EXERCISE BRIEF:
Everything in the listing below must be reproduced exactly, apart from its images.

─── PROVIDED INFORMATION ───

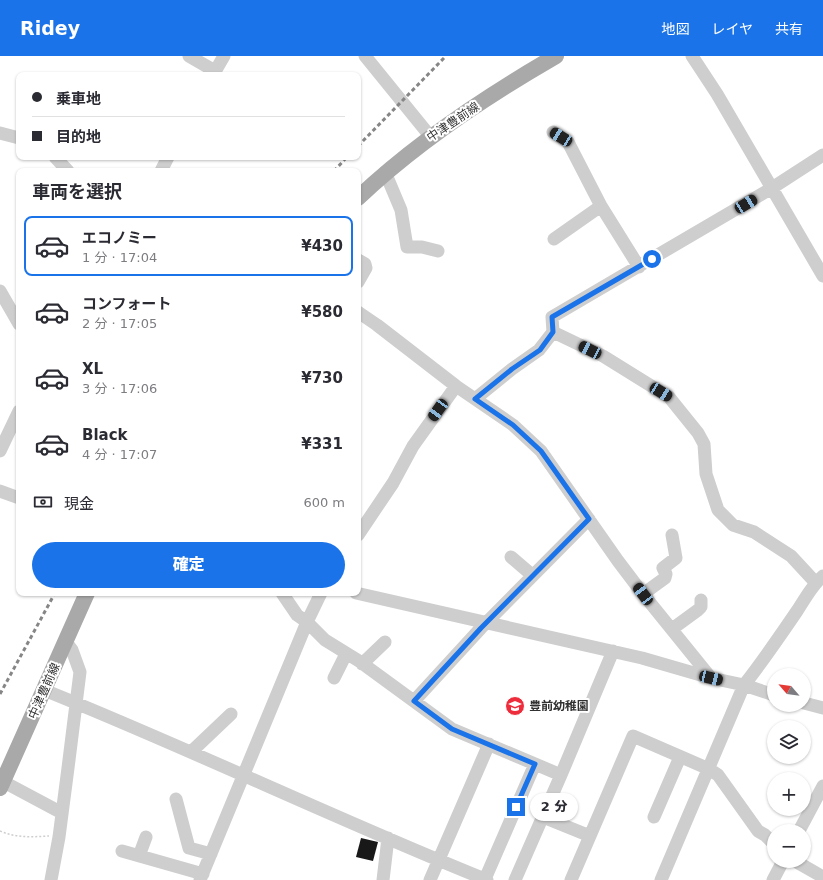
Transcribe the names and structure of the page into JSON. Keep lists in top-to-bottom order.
{
  "streets": {
    "main road": ["中津豊前線"]
  },
  "places": {
    "school or university": ["豊前幼稚園"]
  },
  "north": "top left",
  "page": {
    "header": "Ridey",
    "nav": ["地図", "レイヤ", "共有"],
    "banner": ["乗車地", "目的地"],
    "heading": "車両を選択",
    "list": [
      {
        "name": "エコノミー",
        "note": "1 分 · 17:04",
        "value": "¥430"
      },
      {
        "name": "コンフォート",
        "note": "2 分 · 17:05",
        "value": "¥580"
      },
      {
        "name": "XL",
        "note": "3 分 · 17:06",
        "value": "¥730"
      },
      {
        "name": "Black",
        "note": "4 分 · 17:07",
        "value": "¥331"
      }
    ],
    "pay": ["現金", "600 m"],
    "buttons": "確定",
    "map_buttons": ["+", "−"],
    "bubble": "2 分"
  }
}
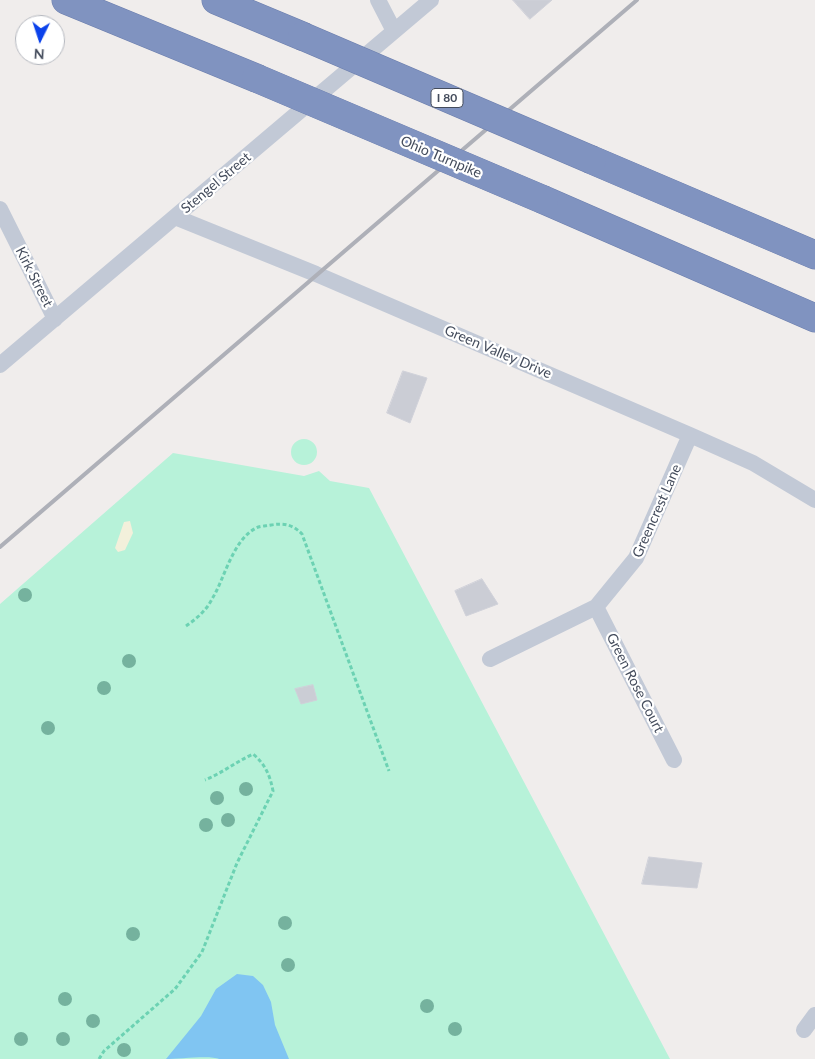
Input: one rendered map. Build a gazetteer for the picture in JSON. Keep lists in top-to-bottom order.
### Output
{
  "streets": {
    "highway": ["I 80", "Ohio Turnpike"],
    "street": [
      "Stengel Street",
      "Kirk Street",
      "Green Valley Drive",
      "Greencrest Lane",
      "Green Rose Court"
    ]
  },
  "crossings": [
    ["Stengel Street", "Kirk Street"],
    ["Stengel Street", "Green Valley Drive"],
    ["Green Valley Drive", "Greencrest Lane"],
    ["Greencrest Lane", "Green Rose Court"]
  ],
  "north": "bottom"
}
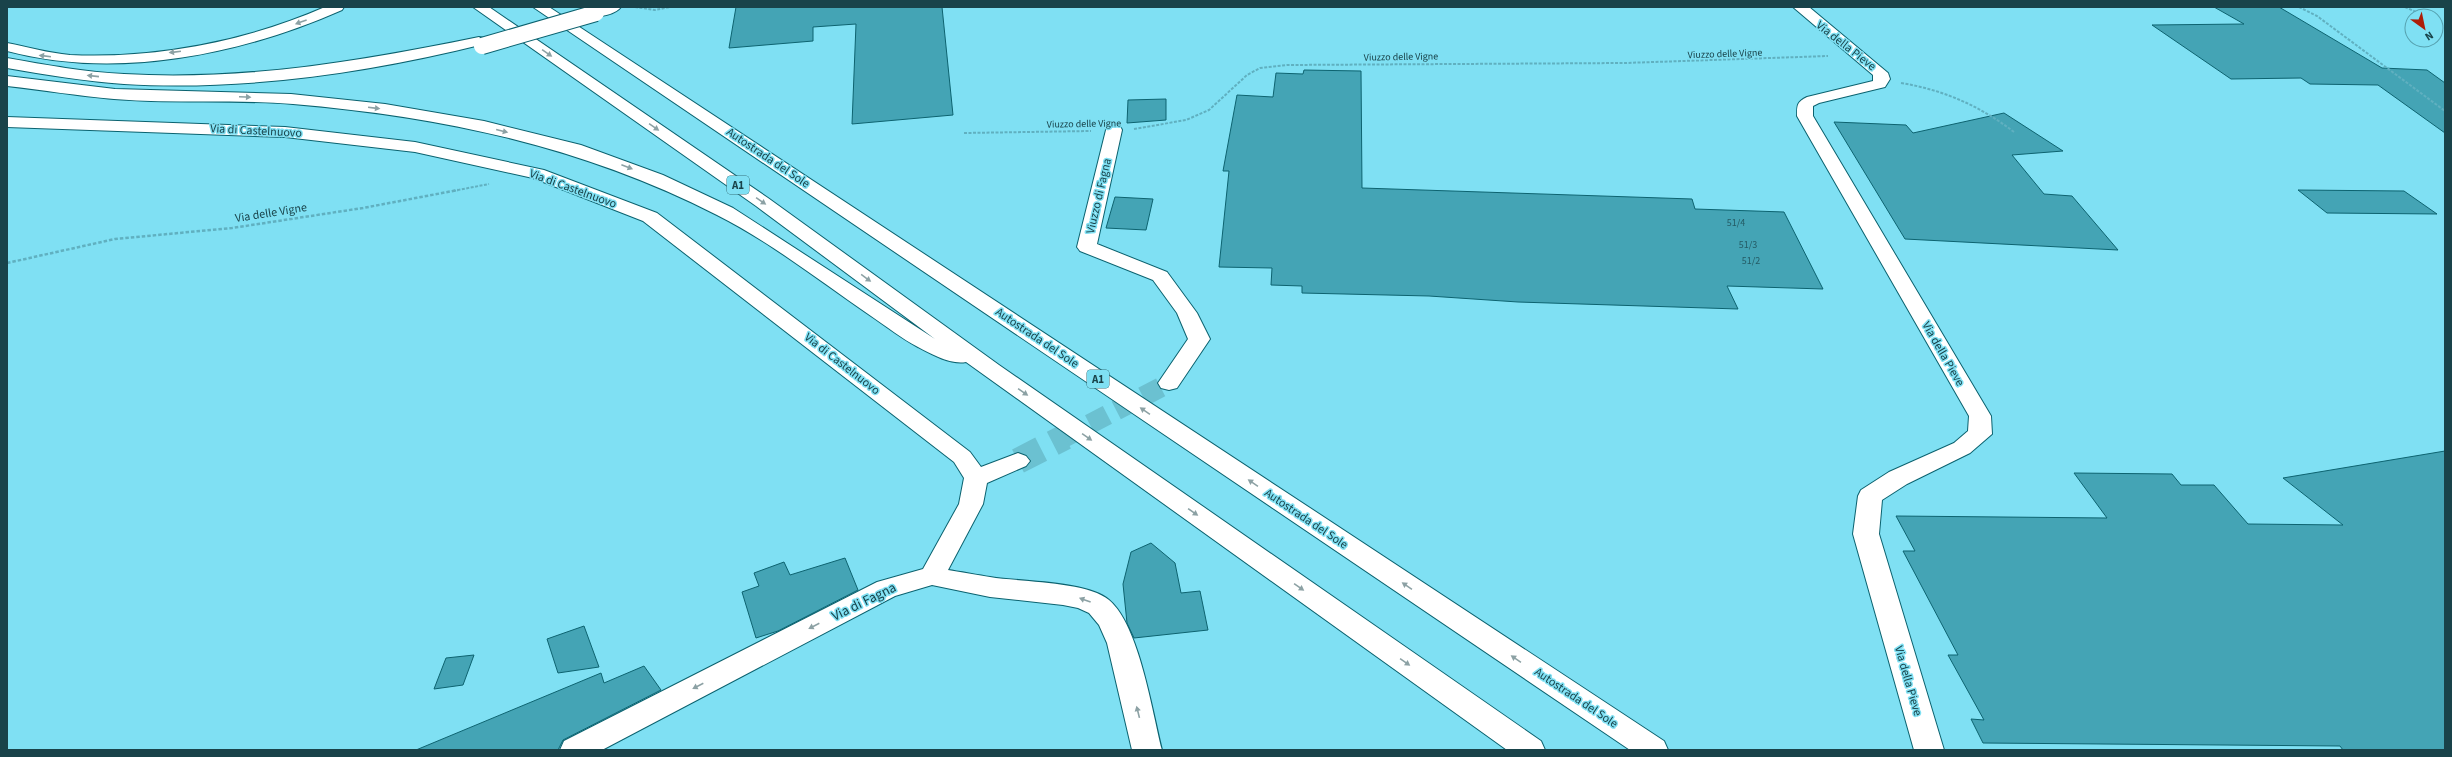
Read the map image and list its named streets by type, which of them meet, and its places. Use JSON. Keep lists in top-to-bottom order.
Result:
{
  "streets": {
    "main road": [
      "Via della Pieve",
      "Via di Castelnuovo",
      "Autostrada del Sole",
      "A1",
      "Viuzzo di Fagna",
      "Via di Fagna"
    ],
    "path": ["Viuzzo delle Vigne", "Via delle Vigne"]
  },
  "crossings": [
    ["Via della Pieve", "Viuzzo delle Vigne"],
    ["Viuzzo delle Vigne", "Viuzzo di Fagna"]
  ],
  "house_numbers": ["51/4", "51/3", "51/2"],
  "north": "bottom right"
}
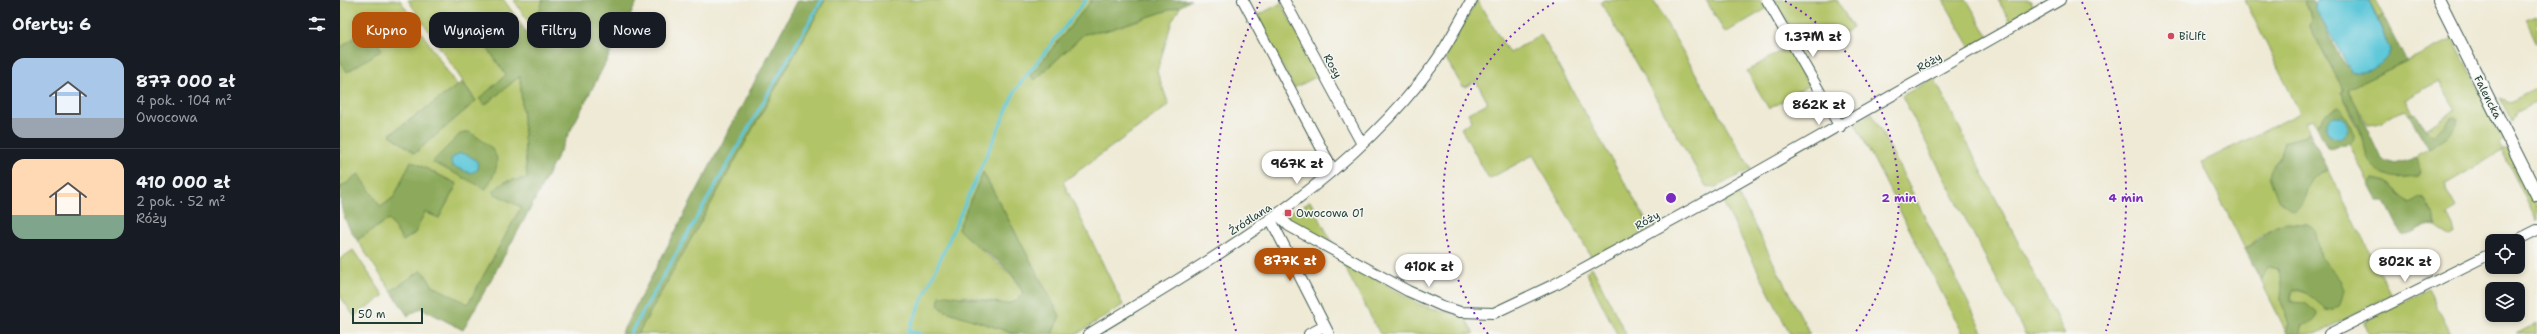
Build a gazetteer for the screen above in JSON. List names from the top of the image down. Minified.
{"streets":{"street":["Róży","Rosy","Falencka","Źródlana"]},"crossings":[["Róży","Źródlana"],["Rosy","Źródlana"]],"places":{"other":["BiLift"],"transit":["Owocowa 01"]},"scale_bar":"50 m","page":{"heading":"Oferty: 6","chip":["Kupno","Wynajem","Filtry","Nowe"],"price":["1.37M zł","862K zł","967K zł","877K zł","802K zł","410K zł"],"list":[{"name":"877 000 zł","note":"4 pok. · 104 m² · Owocowa"},{"name":"410 000 zł","note":"2 pok. · 52 m² · Róży"}],"scale":"50 m"},"rings":["2 min","4 min"]}
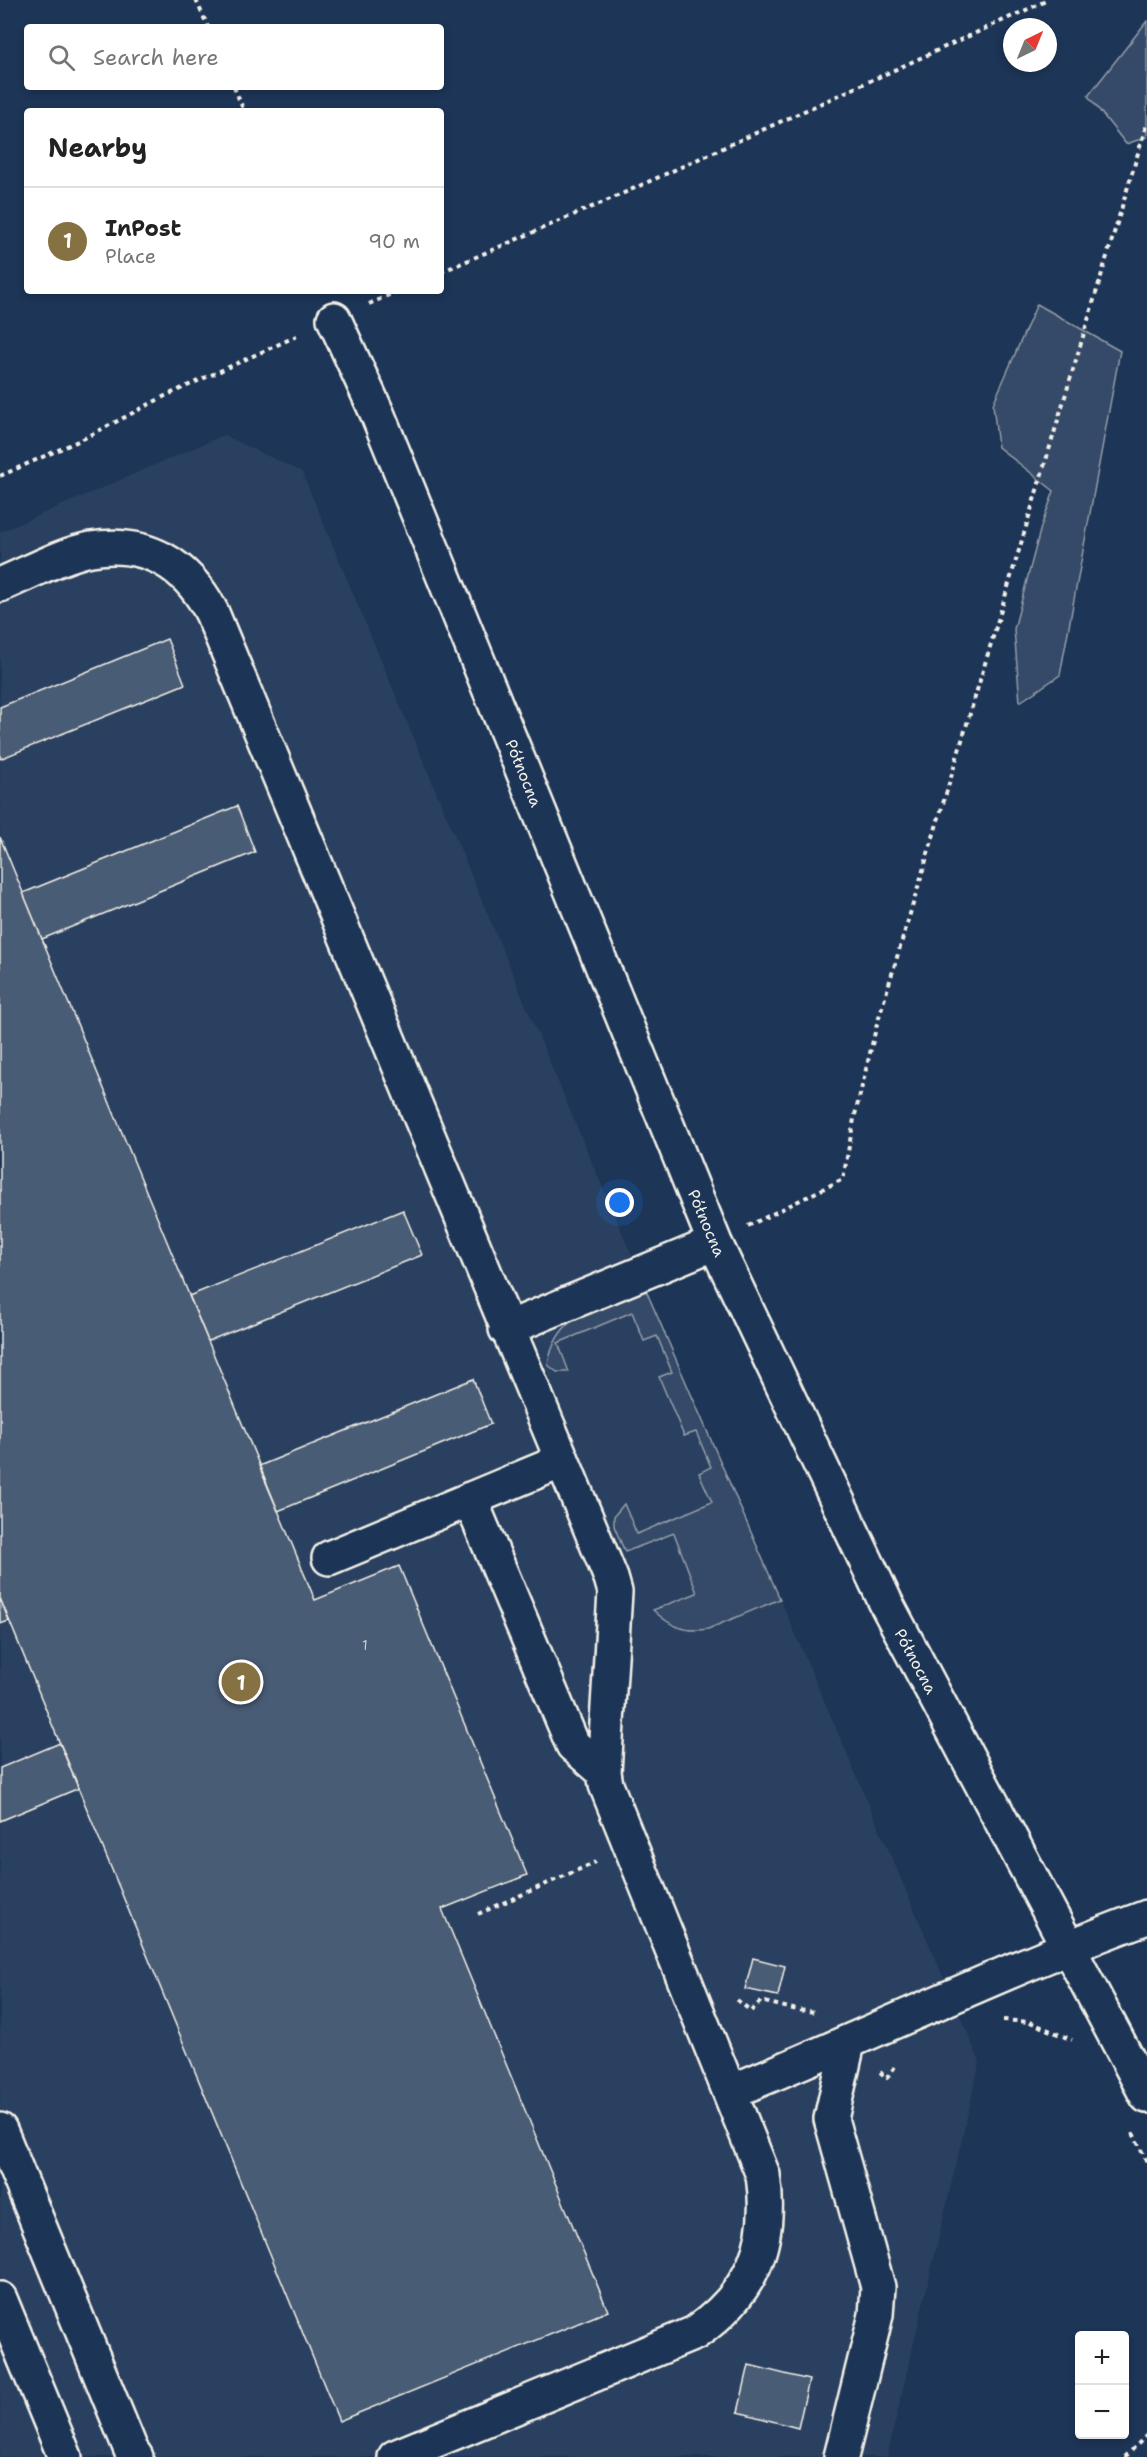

───

RESULT OF THE TASK:
Transcribe the names and structure of the page into JSON. Keep lists in top-to-bottom order.
{
  "streets": {
    "main road": ["中津豊前線"]
  },
  "places": {
    "school or university": ["豊前幼稚園"]
  },
  "north": "top left",
  "page": {
    "header": "Ridey",
    "nav": ["地図", "レイヤ", "共有"],
    "banner": ["乗車地", "目的地"],
    "heading": "車両を選択",
    "list": [
      {
        "name": "エコノミー",
        "note": "1 分 · 17:04",
        "value": "¥430"
      },
      {
        "name": "コンフォート",
        "note": "2 分 · 17:05",
        "value": "¥580"
      },
      {
        "name": "XL",
        "note": "3 分 · 17:06",
        "value": "¥730"
      },
      {
        "name": "Black",
        "note": "4 分 · 17:07",
        "value": "¥331"
      }
    ],
    "pay": ["現金", "600 m"],
    "buttons": "確定",
    "map_buttons": ["+", "−"],
    "bubble": "2 分"
  }
}
Input: one rendered map. Build a gazetteer for the picture in JSON. Keep lists in top-to-bottom order.
### Output
{
  "streets": {
    "highway": ["I 80", "Ohio Turnpike"],
    "street": [
      "Stengel Street",
      "Kirk Street",
      "Green Valley Drive",
      "Greencrest Lane",
      "Green Rose Court"
    ]
  },
  "crossings": [
    ["Stengel Street", "Kirk Street"],
    ["Stengel Street", "Green Valley Drive"],
    ["Green Valley Drive", "Greencrest Lane"],
    ["Greencrest Lane", "Green Rose Court"]
  ],
  "north": "bottom"
}
Read the map image and list its named streets by type, which of them meet, and its places. Use JSON. Keep lists in top-to-bottom order.
Result:
{
  "streets": {
    "main road": [
      "Via della Pieve",
      "Via di Castelnuovo",
      "Autostrada del Sole",
      "A1",
      "Viuzzo di Fagna",
      "Via di Fagna"
    ],
    "path": ["Viuzzo delle Vigne", "Via delle Vigne"]
  },
  "crossings": [
    ["Via della Pieve", "Viuzzo delle Vigne"],
    ["Viuzzo delle Vigne", "Viuzzo di Fagna"]
  ],
  "house_numbers": ["51/4", "51/3", "51/2"],
  "north": "bottom right"
}
Build a gazetteer for the screen above in JSON. List names from the top of the image down. Minified.
{"streets":{"street":["Róży","Rosy","Falencka","Źródlana"]},"crossings":[["Róży","Źródlana"],["Rosy","Źródlana"]],"places":{"other":["BiLift"],"transit":["Owocowa 01"]},"scale_bar":"50 m","page":{"heading":"Oferty: 6","chip":["Kupno","Wynajem","Filtry","Nowe"],"price":["1.37M zł","862K zł","967K zł","877K zł","802K zł","410K zł"],"list":[{"name":"877 000 zł","note":"4 pok. · 104 m² · Owocowa"},{"name":"410 000 zł","note":"2 pok. · 52 m² · Róży"}],"scale":"50 m"},"rings":["2 min","4 min"]}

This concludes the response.